I don’t remember Brenda’s reply to me that day. I’m sure she said something wise and compassionate. I, however, was lost in a fog of grief most of that fall. My brain was just not processing all that well. All I remember from that day I was feeling even more hurt. She’d missed the whole reason for me coming there!
A Vancouver therapist myself now, I understand why she asked me that question.
She wanted to help me see that the relationships in my life were characterized by a certain kind of pattern. That pattern had repeated itself - and would keep repeating itself - as long as I remained unaware of the childhood pain that drove it.
This latest breakup was just the latest addition to the pattern. Unless I was willing to examine some things that had happened to me when I was a child, I would, without even knowing it, just seek to replicate that old, familiar pattern. Like in the movie Groundhog Day, I’d experience the same heartbreak and bewilderment over and over again.

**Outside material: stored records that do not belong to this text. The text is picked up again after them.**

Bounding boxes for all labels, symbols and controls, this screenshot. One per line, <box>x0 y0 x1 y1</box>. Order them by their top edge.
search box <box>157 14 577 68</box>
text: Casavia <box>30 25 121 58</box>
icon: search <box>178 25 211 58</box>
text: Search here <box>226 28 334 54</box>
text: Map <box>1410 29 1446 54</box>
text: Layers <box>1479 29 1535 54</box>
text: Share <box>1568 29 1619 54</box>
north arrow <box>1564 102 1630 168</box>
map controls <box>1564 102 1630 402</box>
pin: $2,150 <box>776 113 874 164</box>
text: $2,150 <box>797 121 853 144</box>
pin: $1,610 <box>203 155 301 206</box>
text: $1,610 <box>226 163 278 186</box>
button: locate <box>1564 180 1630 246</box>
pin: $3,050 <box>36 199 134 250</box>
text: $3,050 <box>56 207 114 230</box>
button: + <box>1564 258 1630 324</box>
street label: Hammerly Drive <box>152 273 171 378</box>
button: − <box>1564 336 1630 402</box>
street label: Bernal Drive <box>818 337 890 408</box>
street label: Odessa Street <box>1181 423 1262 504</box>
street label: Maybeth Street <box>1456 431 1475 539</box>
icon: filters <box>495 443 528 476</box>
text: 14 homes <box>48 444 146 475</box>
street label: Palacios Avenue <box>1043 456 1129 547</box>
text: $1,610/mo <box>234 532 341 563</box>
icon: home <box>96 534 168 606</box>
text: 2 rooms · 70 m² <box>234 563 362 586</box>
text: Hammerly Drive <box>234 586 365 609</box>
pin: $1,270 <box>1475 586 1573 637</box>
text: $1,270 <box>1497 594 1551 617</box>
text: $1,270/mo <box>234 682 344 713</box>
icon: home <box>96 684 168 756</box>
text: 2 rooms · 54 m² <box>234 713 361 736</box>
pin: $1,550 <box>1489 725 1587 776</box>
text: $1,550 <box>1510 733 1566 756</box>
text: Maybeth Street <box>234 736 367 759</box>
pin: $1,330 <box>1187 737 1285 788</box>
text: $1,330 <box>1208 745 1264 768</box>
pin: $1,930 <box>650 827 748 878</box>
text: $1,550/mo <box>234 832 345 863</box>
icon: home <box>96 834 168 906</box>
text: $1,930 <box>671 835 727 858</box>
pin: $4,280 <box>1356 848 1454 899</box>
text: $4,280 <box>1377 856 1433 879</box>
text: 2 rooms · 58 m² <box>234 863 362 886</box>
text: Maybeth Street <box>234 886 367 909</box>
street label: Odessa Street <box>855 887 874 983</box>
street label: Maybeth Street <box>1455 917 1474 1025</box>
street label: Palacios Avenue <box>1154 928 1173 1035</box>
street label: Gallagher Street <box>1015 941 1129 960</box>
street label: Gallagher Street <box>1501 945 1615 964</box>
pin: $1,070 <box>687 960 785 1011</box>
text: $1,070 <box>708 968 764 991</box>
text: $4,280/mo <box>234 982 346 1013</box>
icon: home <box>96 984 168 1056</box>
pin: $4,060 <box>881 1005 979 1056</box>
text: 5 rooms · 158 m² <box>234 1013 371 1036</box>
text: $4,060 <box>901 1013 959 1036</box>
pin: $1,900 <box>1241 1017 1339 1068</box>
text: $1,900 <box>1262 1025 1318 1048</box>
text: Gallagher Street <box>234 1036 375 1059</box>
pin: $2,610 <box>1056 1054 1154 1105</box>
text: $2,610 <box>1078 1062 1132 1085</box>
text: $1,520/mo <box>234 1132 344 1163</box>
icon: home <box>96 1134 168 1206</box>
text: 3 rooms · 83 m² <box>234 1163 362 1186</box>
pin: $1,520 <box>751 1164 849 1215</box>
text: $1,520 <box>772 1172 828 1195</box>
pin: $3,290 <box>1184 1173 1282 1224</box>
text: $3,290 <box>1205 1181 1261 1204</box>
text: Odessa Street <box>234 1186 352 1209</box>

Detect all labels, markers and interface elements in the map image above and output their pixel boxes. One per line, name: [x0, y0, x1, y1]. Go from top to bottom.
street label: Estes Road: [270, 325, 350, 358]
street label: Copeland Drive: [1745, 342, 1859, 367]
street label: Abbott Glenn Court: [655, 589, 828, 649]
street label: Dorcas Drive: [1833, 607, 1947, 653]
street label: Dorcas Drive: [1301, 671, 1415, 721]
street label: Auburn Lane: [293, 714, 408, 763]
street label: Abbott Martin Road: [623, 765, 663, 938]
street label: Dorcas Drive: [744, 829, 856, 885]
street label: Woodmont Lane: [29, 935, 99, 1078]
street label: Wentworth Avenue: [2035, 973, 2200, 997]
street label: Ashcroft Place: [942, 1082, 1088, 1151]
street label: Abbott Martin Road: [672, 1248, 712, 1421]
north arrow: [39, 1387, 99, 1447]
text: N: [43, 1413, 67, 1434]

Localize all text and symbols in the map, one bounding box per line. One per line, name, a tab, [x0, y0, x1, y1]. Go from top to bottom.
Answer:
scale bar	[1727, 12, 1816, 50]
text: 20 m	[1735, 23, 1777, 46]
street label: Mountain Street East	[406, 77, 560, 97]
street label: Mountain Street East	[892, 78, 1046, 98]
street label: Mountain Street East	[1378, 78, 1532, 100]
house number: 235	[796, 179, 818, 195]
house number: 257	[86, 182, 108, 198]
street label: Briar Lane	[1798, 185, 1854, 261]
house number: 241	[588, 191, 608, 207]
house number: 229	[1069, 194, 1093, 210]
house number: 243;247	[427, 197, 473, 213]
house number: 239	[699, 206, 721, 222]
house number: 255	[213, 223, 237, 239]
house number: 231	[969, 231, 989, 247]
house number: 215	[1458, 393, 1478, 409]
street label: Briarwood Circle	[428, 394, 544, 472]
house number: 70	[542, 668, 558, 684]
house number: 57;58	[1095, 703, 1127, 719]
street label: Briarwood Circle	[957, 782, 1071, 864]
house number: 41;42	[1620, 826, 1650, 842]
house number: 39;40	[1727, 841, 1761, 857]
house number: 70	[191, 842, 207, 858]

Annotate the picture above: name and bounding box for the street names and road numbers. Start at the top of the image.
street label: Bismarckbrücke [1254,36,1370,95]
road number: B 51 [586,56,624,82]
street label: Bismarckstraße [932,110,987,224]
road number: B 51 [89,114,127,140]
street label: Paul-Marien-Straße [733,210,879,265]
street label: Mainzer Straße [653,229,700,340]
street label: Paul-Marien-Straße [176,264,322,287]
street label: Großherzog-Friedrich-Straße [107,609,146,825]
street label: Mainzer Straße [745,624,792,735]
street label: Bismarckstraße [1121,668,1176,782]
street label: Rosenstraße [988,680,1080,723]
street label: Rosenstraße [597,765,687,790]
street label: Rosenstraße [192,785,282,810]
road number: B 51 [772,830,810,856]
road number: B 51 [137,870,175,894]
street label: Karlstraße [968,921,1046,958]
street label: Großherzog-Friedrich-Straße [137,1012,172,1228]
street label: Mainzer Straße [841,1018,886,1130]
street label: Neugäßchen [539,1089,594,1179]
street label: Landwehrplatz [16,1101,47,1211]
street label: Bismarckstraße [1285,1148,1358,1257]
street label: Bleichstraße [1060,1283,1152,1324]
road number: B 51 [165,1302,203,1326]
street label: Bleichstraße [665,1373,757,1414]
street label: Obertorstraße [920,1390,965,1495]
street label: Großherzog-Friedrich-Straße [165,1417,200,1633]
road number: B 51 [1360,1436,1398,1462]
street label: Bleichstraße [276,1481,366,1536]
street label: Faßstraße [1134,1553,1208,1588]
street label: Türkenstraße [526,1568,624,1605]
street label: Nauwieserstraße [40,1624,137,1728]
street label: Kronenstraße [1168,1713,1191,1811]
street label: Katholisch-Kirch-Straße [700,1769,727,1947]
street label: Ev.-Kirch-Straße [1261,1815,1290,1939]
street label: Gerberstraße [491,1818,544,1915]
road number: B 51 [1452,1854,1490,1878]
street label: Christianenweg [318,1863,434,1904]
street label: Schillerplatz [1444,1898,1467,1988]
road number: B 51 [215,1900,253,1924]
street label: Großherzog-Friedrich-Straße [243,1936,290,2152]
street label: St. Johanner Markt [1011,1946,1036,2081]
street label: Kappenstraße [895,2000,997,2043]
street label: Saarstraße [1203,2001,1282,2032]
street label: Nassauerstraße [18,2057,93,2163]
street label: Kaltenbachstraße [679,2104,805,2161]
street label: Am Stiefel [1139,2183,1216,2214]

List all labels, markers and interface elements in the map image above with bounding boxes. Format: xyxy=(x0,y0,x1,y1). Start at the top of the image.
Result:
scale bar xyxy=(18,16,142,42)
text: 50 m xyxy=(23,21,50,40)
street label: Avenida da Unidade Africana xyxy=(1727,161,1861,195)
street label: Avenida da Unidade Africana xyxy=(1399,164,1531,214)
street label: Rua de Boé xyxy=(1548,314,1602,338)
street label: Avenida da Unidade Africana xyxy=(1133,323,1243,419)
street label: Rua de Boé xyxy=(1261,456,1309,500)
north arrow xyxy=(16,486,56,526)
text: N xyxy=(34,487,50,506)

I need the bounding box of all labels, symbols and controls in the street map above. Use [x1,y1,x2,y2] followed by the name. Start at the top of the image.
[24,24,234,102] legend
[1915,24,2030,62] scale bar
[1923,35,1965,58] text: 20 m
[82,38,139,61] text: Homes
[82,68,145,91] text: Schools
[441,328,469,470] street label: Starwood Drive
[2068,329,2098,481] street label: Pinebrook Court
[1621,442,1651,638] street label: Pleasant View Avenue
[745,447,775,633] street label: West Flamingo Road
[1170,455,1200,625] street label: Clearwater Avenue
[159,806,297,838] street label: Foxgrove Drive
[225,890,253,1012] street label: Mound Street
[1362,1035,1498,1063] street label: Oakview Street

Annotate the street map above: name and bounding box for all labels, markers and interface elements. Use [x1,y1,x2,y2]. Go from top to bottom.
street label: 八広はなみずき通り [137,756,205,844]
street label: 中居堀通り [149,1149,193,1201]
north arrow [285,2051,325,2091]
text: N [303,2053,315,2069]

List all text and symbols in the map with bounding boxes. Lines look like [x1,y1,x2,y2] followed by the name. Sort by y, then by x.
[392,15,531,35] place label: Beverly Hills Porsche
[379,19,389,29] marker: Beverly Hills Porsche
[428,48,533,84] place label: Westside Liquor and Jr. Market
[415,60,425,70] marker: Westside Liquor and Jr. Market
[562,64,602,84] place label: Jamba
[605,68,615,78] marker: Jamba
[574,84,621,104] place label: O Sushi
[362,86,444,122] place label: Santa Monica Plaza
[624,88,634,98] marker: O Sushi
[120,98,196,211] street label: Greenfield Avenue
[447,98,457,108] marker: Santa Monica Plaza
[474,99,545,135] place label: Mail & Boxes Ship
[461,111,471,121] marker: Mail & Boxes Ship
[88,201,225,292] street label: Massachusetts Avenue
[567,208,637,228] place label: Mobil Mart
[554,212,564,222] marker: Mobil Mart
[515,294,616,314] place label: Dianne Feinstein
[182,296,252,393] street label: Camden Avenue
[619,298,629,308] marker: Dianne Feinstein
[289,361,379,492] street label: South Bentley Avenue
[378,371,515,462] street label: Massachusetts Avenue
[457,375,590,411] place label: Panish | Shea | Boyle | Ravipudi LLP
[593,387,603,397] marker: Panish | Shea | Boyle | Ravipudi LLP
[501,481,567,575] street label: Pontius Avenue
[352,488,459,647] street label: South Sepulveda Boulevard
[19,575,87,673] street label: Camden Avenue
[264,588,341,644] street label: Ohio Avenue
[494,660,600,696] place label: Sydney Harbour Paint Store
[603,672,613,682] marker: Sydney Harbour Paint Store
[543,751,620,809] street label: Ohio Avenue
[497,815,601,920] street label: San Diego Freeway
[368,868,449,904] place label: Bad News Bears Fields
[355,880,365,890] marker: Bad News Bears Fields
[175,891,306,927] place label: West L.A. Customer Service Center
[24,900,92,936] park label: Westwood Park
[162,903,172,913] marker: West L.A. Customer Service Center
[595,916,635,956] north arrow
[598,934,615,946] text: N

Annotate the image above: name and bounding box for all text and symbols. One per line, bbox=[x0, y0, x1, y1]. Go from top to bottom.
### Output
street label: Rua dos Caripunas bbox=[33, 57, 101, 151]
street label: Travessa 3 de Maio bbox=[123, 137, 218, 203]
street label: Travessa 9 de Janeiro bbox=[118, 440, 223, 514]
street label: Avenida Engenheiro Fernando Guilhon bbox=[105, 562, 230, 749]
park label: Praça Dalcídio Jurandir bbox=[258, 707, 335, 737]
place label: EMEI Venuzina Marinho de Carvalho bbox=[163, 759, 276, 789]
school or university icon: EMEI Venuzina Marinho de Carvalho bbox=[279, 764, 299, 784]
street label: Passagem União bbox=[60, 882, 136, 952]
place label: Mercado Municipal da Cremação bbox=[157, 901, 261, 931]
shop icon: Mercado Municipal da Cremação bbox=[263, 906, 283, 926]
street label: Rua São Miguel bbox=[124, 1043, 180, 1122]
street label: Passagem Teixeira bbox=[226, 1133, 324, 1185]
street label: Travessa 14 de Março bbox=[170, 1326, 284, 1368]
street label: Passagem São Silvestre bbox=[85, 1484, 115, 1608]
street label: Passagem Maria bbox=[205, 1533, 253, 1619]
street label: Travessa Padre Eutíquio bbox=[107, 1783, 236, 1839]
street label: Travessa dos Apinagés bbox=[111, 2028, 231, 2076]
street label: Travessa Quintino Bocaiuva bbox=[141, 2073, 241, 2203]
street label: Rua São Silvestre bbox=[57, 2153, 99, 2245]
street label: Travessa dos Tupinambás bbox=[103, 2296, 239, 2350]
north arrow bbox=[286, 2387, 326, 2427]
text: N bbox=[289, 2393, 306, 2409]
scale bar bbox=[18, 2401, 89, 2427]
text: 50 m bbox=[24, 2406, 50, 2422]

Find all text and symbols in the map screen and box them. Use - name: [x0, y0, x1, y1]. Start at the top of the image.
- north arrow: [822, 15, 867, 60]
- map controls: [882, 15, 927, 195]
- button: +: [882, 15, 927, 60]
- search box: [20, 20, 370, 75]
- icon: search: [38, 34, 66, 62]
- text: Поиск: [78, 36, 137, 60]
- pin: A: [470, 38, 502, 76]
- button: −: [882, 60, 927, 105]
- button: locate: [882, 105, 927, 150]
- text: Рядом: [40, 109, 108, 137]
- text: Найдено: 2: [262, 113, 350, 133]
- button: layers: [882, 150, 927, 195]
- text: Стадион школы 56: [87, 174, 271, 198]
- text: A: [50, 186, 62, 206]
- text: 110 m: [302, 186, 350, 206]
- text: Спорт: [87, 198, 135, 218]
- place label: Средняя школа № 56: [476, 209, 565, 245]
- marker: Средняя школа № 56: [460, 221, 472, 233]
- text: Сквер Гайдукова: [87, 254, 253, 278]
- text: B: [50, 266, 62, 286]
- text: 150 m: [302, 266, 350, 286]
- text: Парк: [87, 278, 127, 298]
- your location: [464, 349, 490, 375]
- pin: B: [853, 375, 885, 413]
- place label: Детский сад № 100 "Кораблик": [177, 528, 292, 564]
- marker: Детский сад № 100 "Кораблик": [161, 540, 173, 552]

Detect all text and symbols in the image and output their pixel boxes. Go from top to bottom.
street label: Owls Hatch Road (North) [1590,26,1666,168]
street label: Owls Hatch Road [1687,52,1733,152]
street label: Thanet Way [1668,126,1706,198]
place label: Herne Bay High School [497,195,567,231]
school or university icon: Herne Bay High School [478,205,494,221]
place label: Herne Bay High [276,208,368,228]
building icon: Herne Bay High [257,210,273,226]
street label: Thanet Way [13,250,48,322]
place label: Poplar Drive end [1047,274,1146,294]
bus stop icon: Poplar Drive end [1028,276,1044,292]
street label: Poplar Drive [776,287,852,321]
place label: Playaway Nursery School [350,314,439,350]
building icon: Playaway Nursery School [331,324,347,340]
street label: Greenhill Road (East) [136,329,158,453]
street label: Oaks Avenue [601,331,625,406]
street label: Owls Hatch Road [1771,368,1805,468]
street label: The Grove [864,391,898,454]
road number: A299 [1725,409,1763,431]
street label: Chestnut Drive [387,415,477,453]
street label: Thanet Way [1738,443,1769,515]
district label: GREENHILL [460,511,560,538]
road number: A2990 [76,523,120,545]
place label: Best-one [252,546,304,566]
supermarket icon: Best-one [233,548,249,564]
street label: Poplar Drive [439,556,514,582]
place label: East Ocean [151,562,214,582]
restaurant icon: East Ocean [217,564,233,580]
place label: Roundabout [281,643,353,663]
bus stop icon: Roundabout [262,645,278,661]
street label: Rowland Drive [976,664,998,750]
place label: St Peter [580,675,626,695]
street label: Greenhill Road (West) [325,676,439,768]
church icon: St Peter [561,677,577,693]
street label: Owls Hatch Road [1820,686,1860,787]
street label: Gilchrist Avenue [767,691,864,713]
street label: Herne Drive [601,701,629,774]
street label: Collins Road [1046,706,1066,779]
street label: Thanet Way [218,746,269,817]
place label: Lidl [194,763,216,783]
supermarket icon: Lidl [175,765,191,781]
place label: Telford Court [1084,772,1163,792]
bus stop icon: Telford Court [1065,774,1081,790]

She might have made her point to me another way: to go forward with your life, you sometimes need to go back first.*
It’s the same principle you see in action when you watch baseball, golf or any racquet sport.
Players first take a step back, then they swing forward.
The weight transfer to the back foot is the very thing that allows them move the ball forward with speed, precision and force.
As in sport, so in life.
Step back. Gather strength. Then step forward.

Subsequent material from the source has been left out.